One way to handle them is to pre-process the parallel corpus before training and then run the SMT tools. Pre-processing could include:
- Transliteration and back transliterations models need to be incorporated. An important problem is to identify the named entities in the first place.
- Splitting words for a morphology rich input language. Compounding and segmentation can be handled similarly.
- Re-ordering worries can be handled by re-ordering the input language sentences in a pre-processing before feeding it to the SMT system. This re-ordering can be done either by handcrafted rules or learnt from data. This could be shallow like POS tag based re-ordering rules or full fledged parsed based.
Similarly, some work may be done on the post processing side:
- If the output language is morphologically complex, then the morphological generation can take place in the post processing step after SMT. This assumes that the SMT system has generated enough information to be able to generate output morphology.
- Alternatively, in order to ensure grammaticallity of the output sentences, we can do re-ranking of the candidate translations on the output side based on syntactic features like agreement and parse correctness. Note that a distinction has been made between correctness of syntactic parse quality as defined for parsing and as required for MT systems.

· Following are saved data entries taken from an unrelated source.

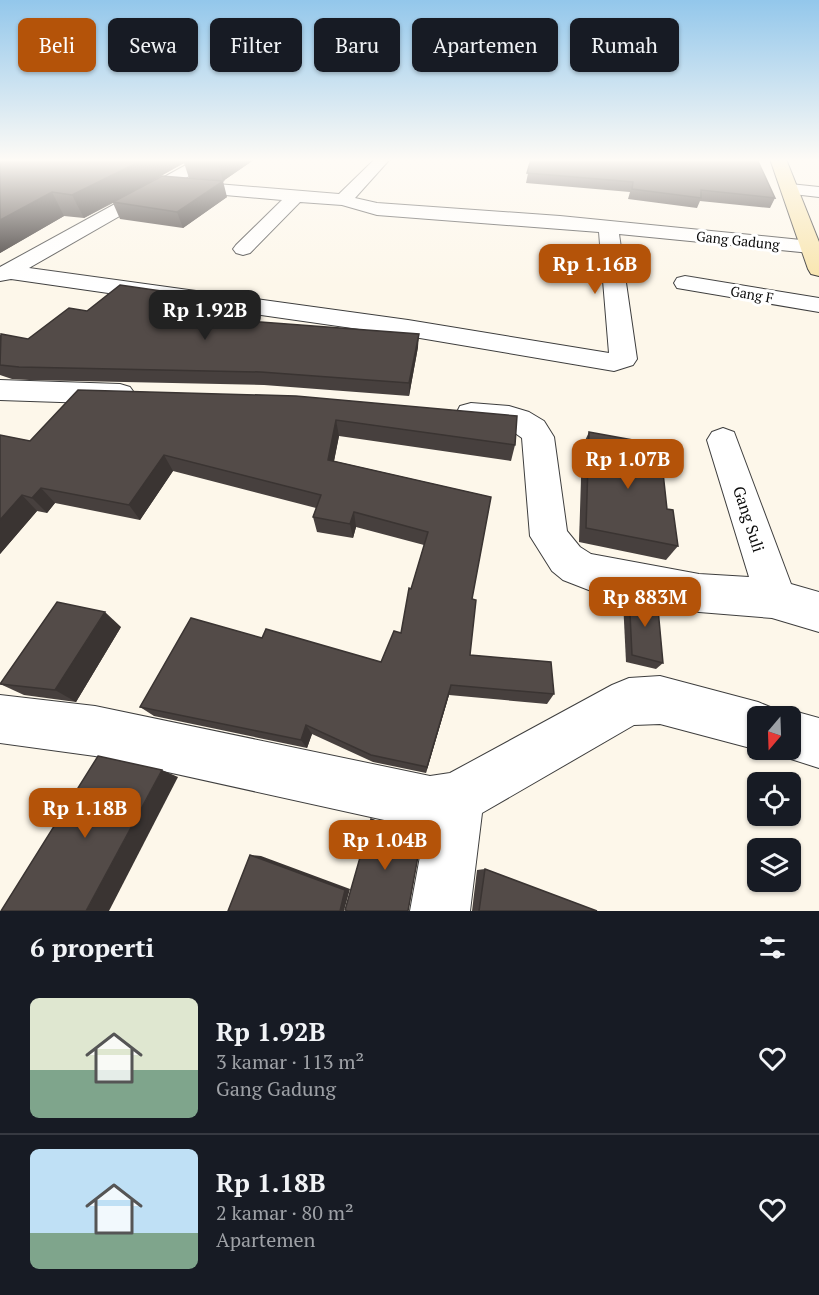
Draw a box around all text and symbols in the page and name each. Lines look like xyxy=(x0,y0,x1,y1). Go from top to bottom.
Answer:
chip: Beli xyxy=(18,18,96,72)
chip: Sewa xyxy=(108,18,198,72)
chip: Filter xyxy=(210,18,302,72)
chip: Baru xyxy=(314,18,400,72)
chip: Apartemen xyxy=(412,18,558,72)
chip: Rumah xyxy=(570,18,679,72)
street label: Gang Gadung xyxy=(695,226,781,254)
pin: Rp 1.16B xyxy=(533,244,657,295)
text: Rp 1.16B xyxy=(553,250,637,277)
street label: Gang F xyxy=(729,281,775,307)
pin: Rp 1.92B xyxy=(143,290,267,341)
text: Rp 1.92B xyxy=(163,296,247,323)
pin: Rp 1.07B xyxy=(566,439,690,490)
text: Rp 1.07B xyxy=(586,445,670,472)
street label: Gang Suli xyxy=(728,483,770,555)
pin: Rp 883M xyxy=(590,577,700,628)
text: Rp 883M xyxy=(603,583,687,610)
north arrow xyxy=(747,706,801,760)
map controls xyxy=(747,706,801,892)
button: locate xyxy=(747,772,801,826)
pin: Rp 1.18B xyxy=(23,788,147,839)
text: Rp 1.18B xyxy=(43,794,127,821)
pin: Rp 1.04B xyxy=(323,820,447,871)
text: Rp 1.04B xyxy=(343,826,427,853)
button: layers xyxy=(747,838,801,892)
text: 6 properti xyxy=(30,930,154,964)
icon: filters xyxy=(756,931,789,964)
text: Rp 1.92B xyxy=(216,1014,326,1048)
icon: home xyxy=(78,1022,150,1094)
icon: heart xyxy=(756,1042,789,1075)
text: 3 kamar · 113 m² xyxy=(216,1048,364,1075)
text: Gang Gadung xyxy=(216,1075,336,1102)
text: Rp 1.18B xyxy=(216,1165,326,1199)
icon: home xyxy=(78,1173,150,1245)
icon: heart xyxy=(756,1193,789,1226)
text: 2 kamar · 80 m² xyxy=(216,1199,354,1226)
text: Apartemen xyxy=(216,1226,315,1253)

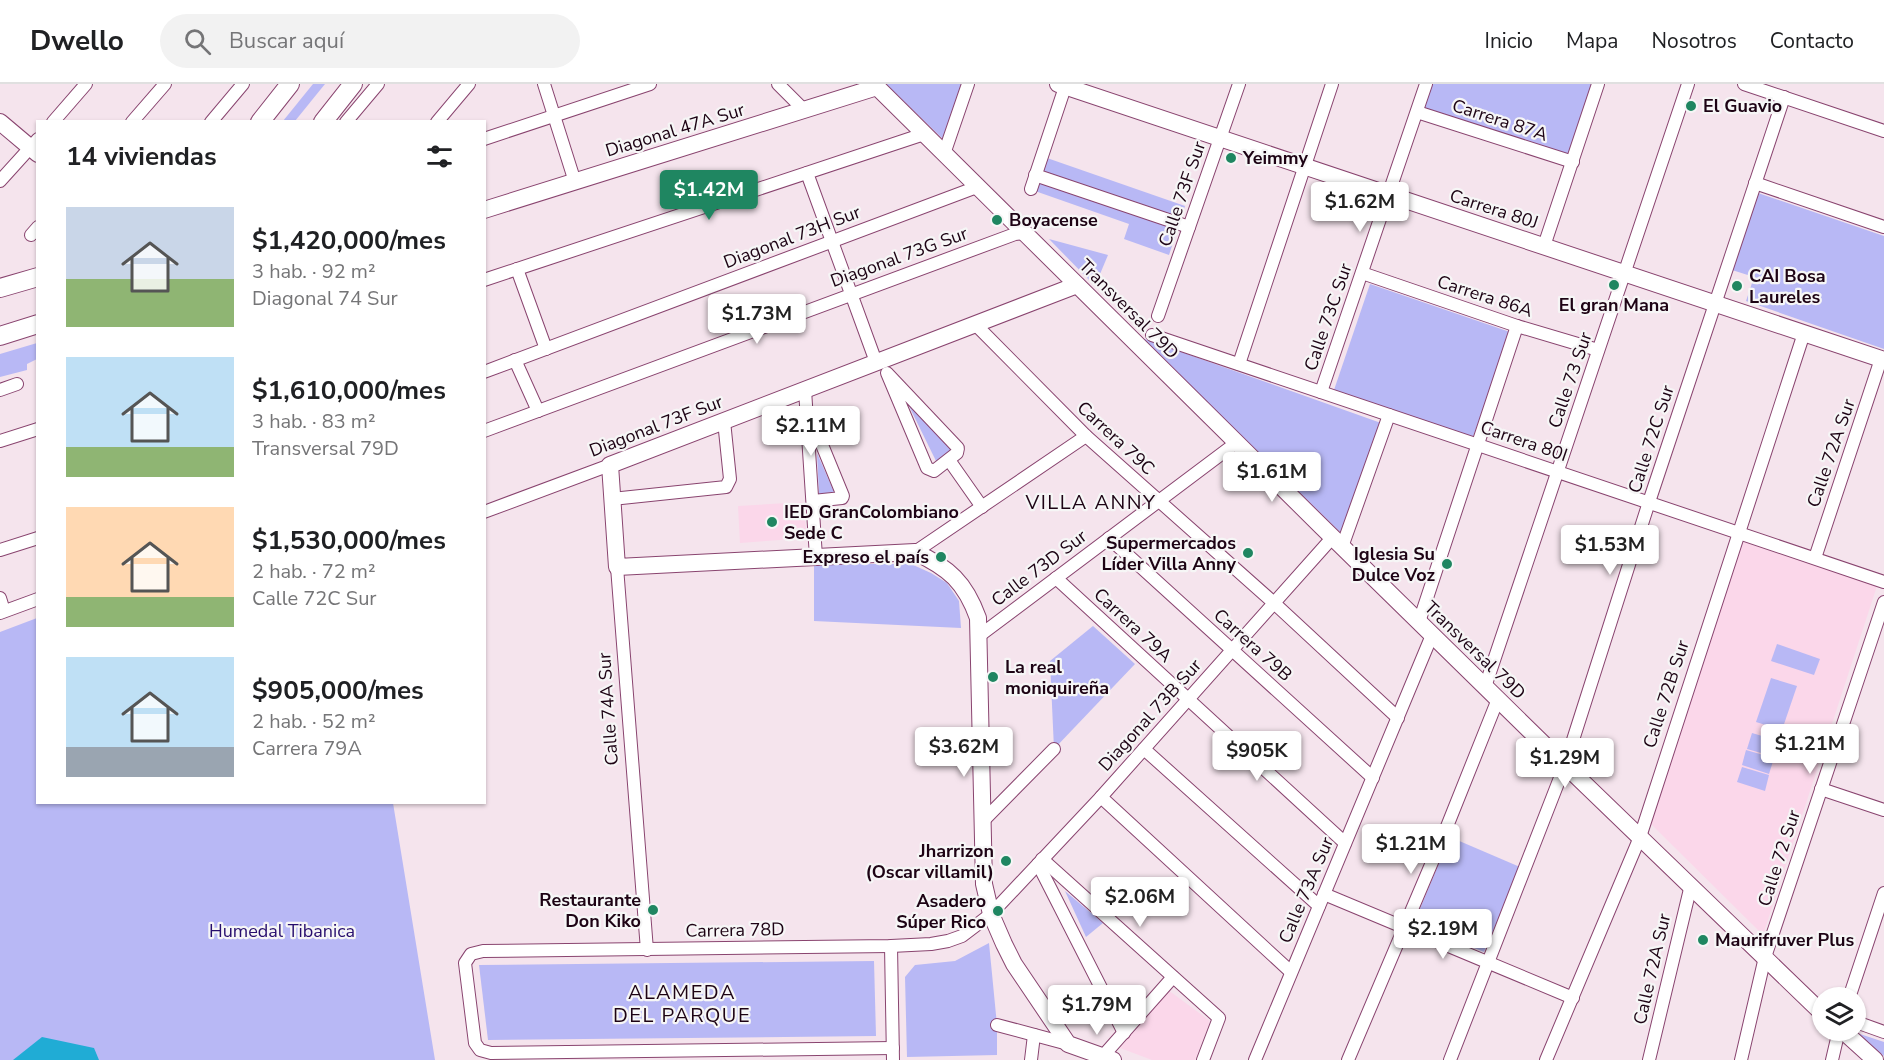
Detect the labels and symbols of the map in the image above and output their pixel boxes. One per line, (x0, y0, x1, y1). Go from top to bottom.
street label: Carrera 87A (1449, 93, 1551, 147)
place label: El Guavio (1703, 94, 1782, 118)
street label: Diagonal 47A Sur (602, 97, 748, 163)
marker: El Guavio (1684, 99, 1698, 113)
street label: Calle 73F Sur (1153, 138, 1211, 250)
place label: Yeimmy (1242, 146, 1308, 170)
marker: Yeimmy (1224, 151, 1238, 165)
pin: $1.42M (660, 170, 758, 221)
pin: $1.62M (1311, 182, 1409, 233)
street label: Carrera 80J (1447, 183, 1541, 235)
street label: Diagonal 73H Sur (720, 200, 864, 274)
place label: Boyacense (1009, 208, 1098, 232)
marker: Boyacense (990, 213, 1004, 227)
street label: Diagonal 73G Sur (827, 221, 971, 293)
street label: Transversal 79D (1074, 254, 1184, 364)
street label: Calle 73C Sur (1298, 260, 1358, 374)
place label: CAI Bosa Laureles (1749, 264, 1826, 309)
street label: Carrera 86A (1434, 269, 1536, 323)
marker: El gran Mana (1607, 278, 1621, 292)
marker: CAI Bosa Laureles (1730, 279, 1744, 293)
place label: El gran Mana (1559, 293, 1669, 317)
pin: $1.73M (708, 294, 806, 345)
street label: Calle 73 Sur (1542, 328, 1598, 431)
street label: Calle 72C Sur (1622, 381, 1680, 496)
street label: Diagonal 73F Sur (586, 389, 727, 462)
street label: Calle 72A Sur (1801, 395, 1861, 510)
street label: Carrera 79C (1072, 396, 1160, 480)
pin: $2.11M (762, 406, 860, 457)
street label: Carrera 80I (1477, 415, 1571, 467)
pin: $1.61M (1223, 452, 1321, 503)
district label: VILLA ANNY (1024, 489, 1157, 516)
place label: IED GranColombiano Sede C (784, 500, 959, 545)
marker: IED GranColombiano Sede C (765, 515, 779, 529)
street label: Calle 73D Sur (987, 524, 1092, 612)
pin: $1.53M (1561, 525, 1659, 576)
place label: Supermercados Líder Villa Anny (1101, 531, 1237, 576)
place label: Iglesia Su Dulce Voz (1352, 542, 1435, 587)
place label: Expreso el país (803, 545, 929, 569)
marker: Supermercados Líder Villa Anny (1241, 546, 1255, 560)
marker: Expreso el país (934, 550, 948, 564)
marker: Iglesia Su Dulce Voz (1440, 557, 1454, 571)
street label: Carrera 79A (1089, 582, 1177, 668)
street label: Transversal 79D (1419, 595, 1531, 705)
street label: Carrera 79B (1209, 603, 1297, 687)
street label: Calle 72B Sur (1637, 636, 1695, 751)
street label: Calle 74A Sur (592, 651, 624, 766)
street label: Diagonal 73B Sur (1093, 653, 1207, 776)
place label: La real moniquireña (1005, 655, 1109, 700)
marker: La real moniquireña (986, 670, 1000, 684)
pin: $1.21M (1761, 724, 1859, 775)
pin: $3.62M (915, 727, 1013, 778)
pin: $905K (1215, 731, 1299, 782)
pin: $1.29M (1516, 738, 1614, 789)
street label: Calle 72 Sur (1752, 806, 1806, 909)
pin: $1.21M (1362, 824, 1460, 875)
street label: Calle 73A Sur (1273, 833, 1339, 947)
place label: Jharrizon (Oscar villamil) (865, 839, 994, 884)
marker: Jharrizon (Oscar villamil) (999, 854, 1013, 868)
pin: $2.06M (1091, 877, 1189, 928)
place label: Restaurante Don Kiko (539, 888, 641, 933)
place label: Asadero Súper Rico (896, 889, 986, 934)
marker: Restaurante Don Kiko (646, 903, 660, 917)
marker: Asadero Súper Rico (991, 904, 1005, 918)
pin: $2.19M (1394, 909, 1492, 960)
street label: Calle 72A Sur (1628, 911, 1677, 1027)
street label: Carrera 78D (685, 917, 785, 943)
park label: Humedal Tibanica (209, 919, 355, 943)
place label: Maurifruver Plus (1715, 928, 1854, 952)
marker: Maurifruver Plus (1696, 933, 1710, 947)
district label: ALAMEDA DEL PARQUE (613, 979, 751, 1029)
pin: $1.79M (1048, 985, 1146, 1036)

The problem with such pre-processing and post-processing components is that these are themselves prone to error. The system does not handle all the errors in all components in an integrated framework, and necessitates the use of hard decision boundaries. A probabilistic approach which incorporates all these pre- and post-processing components would make a cleaner and more elegant approach. That is the motivation behind the factored translation model. In this model, the factors are basically annotations on the input and output words (e.g. morphology, POS factors). Translation and generation functions are defined on the factors, and these are integrated using a log linear model. This provides the best way to test a diverse set of features in a structured way. Of course, the size of the phrase translation table will now grow, but this can be handled by using pre-compiled data structured. Decoding could also blow up, but pruning can be used to cut the search space.